**Task to complete**
Nothing is to be left out; print all the entries exactly.

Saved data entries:
****************************************
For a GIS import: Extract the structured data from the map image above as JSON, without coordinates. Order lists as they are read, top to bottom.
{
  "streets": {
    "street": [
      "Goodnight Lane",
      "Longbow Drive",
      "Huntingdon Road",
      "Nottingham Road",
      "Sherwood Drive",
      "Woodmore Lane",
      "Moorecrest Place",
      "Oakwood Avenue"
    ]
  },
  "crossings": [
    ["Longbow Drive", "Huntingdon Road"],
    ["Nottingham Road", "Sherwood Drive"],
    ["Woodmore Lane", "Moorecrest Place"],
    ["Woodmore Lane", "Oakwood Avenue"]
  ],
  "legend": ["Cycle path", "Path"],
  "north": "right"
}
****************************************
**Exercise response**
For a GIS import: Extract the structured data from the map image above as JSON, without coordinates. Order lists as they are read, top to bottom.
{
  "streets": {
    "street": [
      "Goodnight Lane",
      "Longbow Drive",
      "Huntingdon Road",
      "Nottingham Road",
      "Sherwood Drive",
      "Woodmore Lane",
      "Moorecrest Place",
      "Oakwood Avenue"
    ]
  },
  "crossings": [
    ["Longbow Drive", "Huntingdon Road"],
    ["Nottingham Road", "Sherwood Drive"],
    ["Woodmore Lane", "Moorecrest Place"],
    ["Woodmore Lane", "Oakwood Avenue"]
  ],
  "legend": ["Cycle path", "Path"],
  "north": "right"
}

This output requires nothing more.